We just bought a pregnet sow she is due at end of the month. I can't wait! 
hope all goes good with your sow


----------



## elbesta (May 18, 2014)

The one on the right farrowed 14, 9 living the other one is due June 7


----------



## Sandy'saddiction (May 18, 2014)

That's not to bad. . How many  Is it normal normal got them to loose? 
This will be our first time with pigs.  
We have had cows long time but they are very different then pigs. Do I hope she goes ok with us newbies.


----------



## elbesta (May 19, 2014)

11 is about average, a first time gilt is less. Just watch her and be ready to help if a piglet needs it. I dry them off with towels if its cold and help them find a teat if needed. My wife said I make a good midwife. I do the same with my goats, I have even pulled a calf years ago.


----------



## Sandy'saddiction (May 19, 2014)

Ok thanks for tip. I can't wait she has such a wonderful personality I hope she stays calm when babies are born.  
This is our first time but this is going to be her third.


----------



## Sandy'saddiction (May 20, 2014)

OMG!!!  Gloria wasn't supposed to be due untill end of month.   She had 11 babies today and I made it home to watch last one. They are so cute.  Mom is doing great and so far all babies made it. 
Pics to follow....


----------



## Sandy'saddiction (May 20, 2014)




----------



## elbesta (May 31, 2014)

Looks like the boar was a Berkshire.
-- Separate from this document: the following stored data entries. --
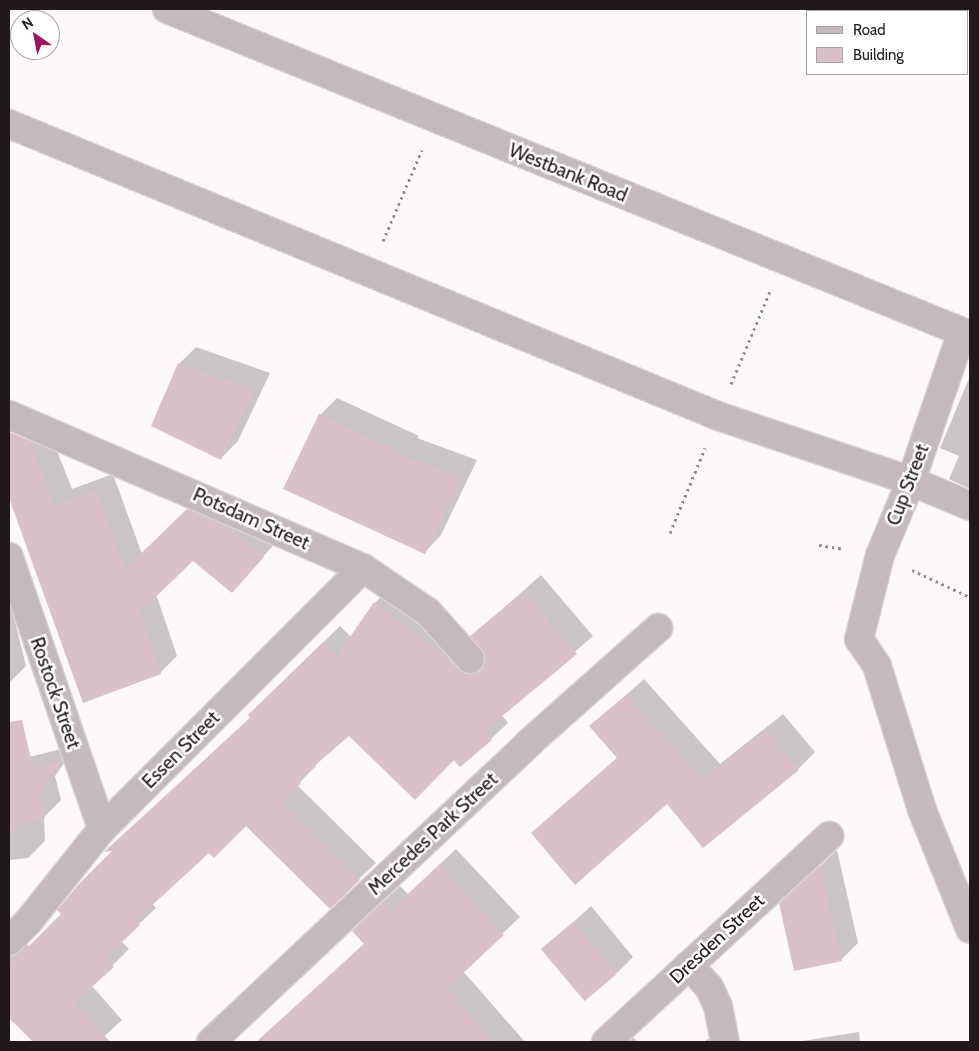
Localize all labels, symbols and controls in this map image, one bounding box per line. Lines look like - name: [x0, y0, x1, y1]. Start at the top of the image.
- north arrow: [10, 10, 60, 60]
- legend: [806, 10, 969, 75]
- text: N: [18, 13, 36, 34]
- text: Road: [853, 21, 886, 39]
- text: Building: [853, 46, 904, 64]
- street label: Westbank Road: [506, 139, 630, 207]
- street label: Cup Street: [882, 441, 934, 529]
- street label: Potsdam Street: [189, 483, 313, 555]
- street label: Rostock Street: [25, 634, 85, 752]
- street label: Essen Street: [138, 707, 224, 793]
- street label: Mercedes Park Street: [364, 768, 502, 900]
- street label: Dresden Street: [665, 889, 769, 989]

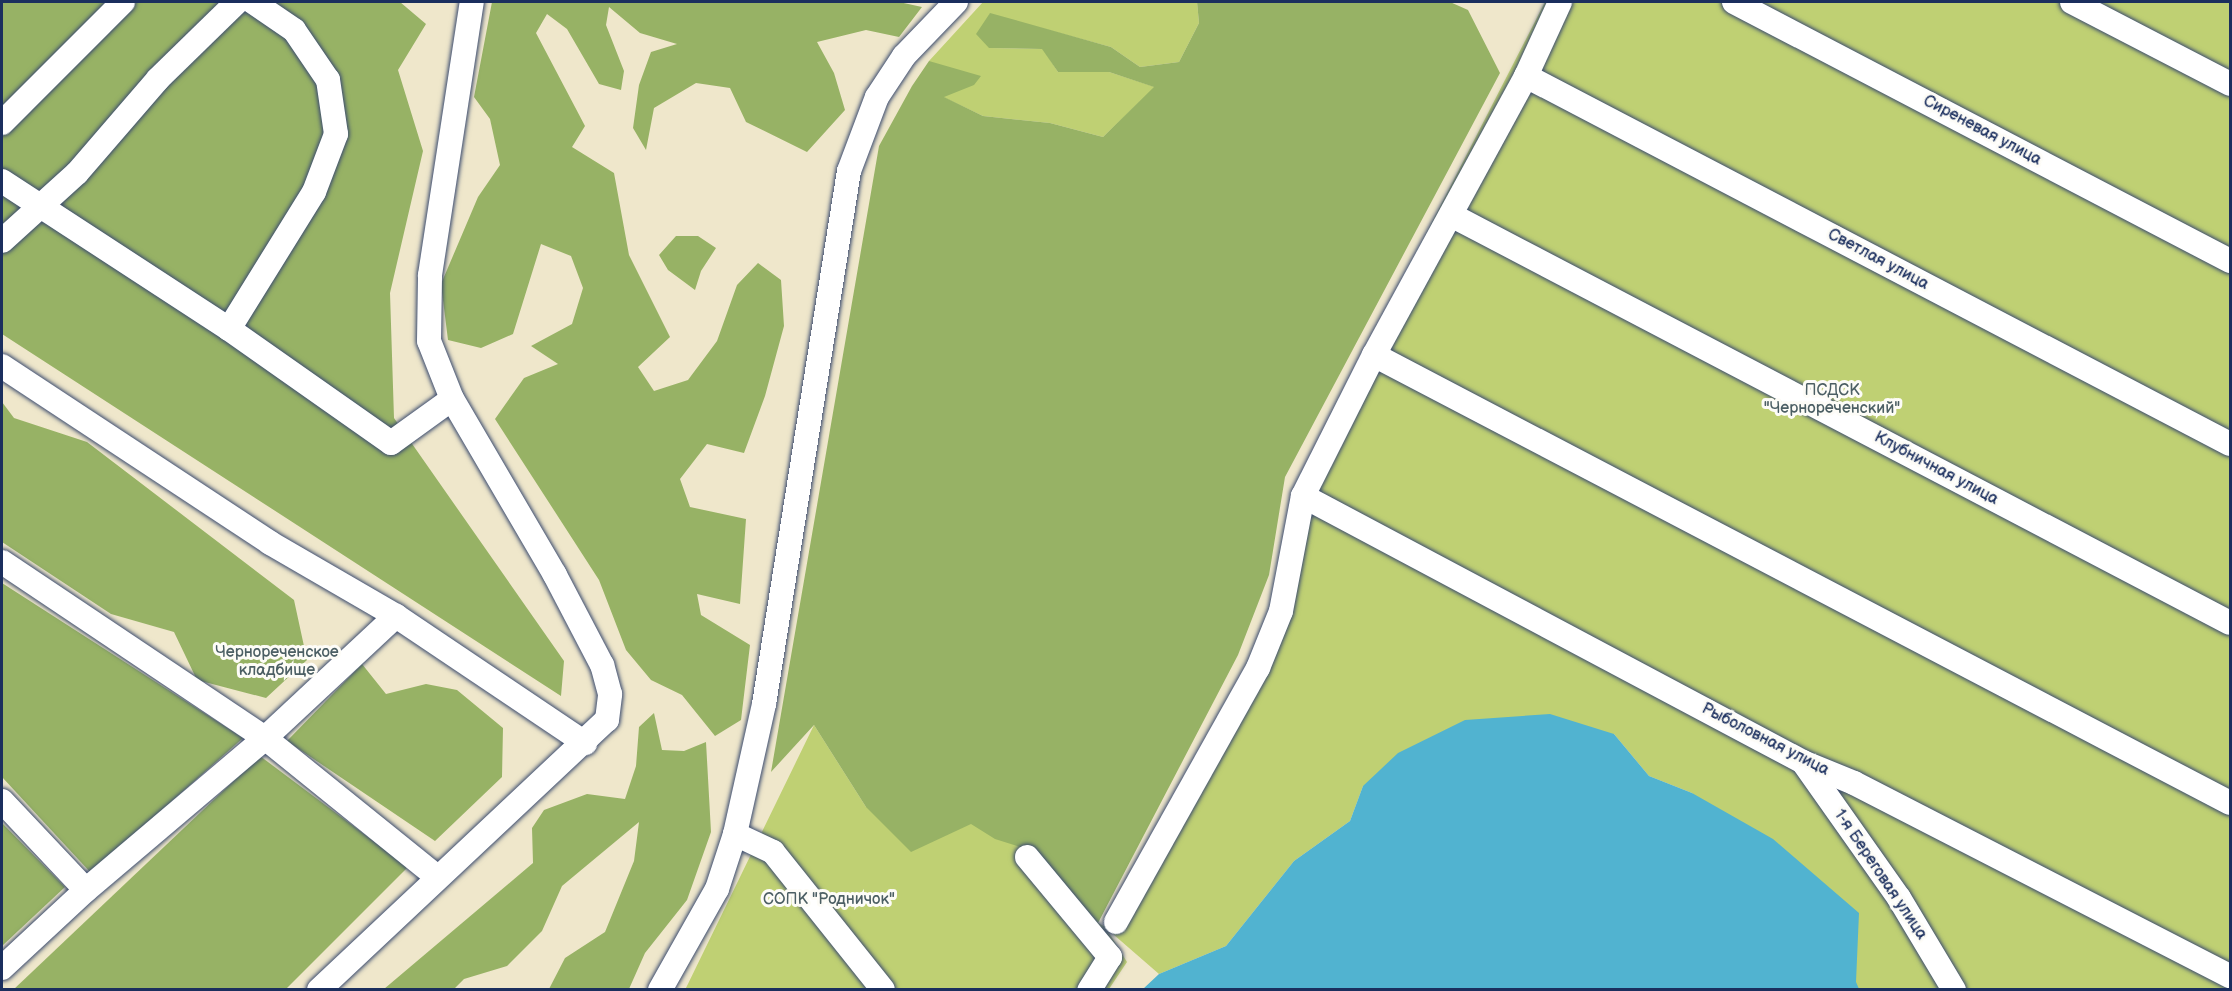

Good looking bunch!   What have your night time temps been there.


----------



## Sandy'saddiction (Jun 1, 2014)

Yea mom is Yorkshire boar is Berkshire Doroc cross!  They are so cute


----------



## Onyx (Mar 19, 2015)

I almost had myself convinced that I could raise a couple of pigs for pork but I guess I'll just be eating a lot of chicken >_>;


----------



## Chytka (Mar 19, 2015)

How cute and exciting! Do you raise them as meat or pets?


----------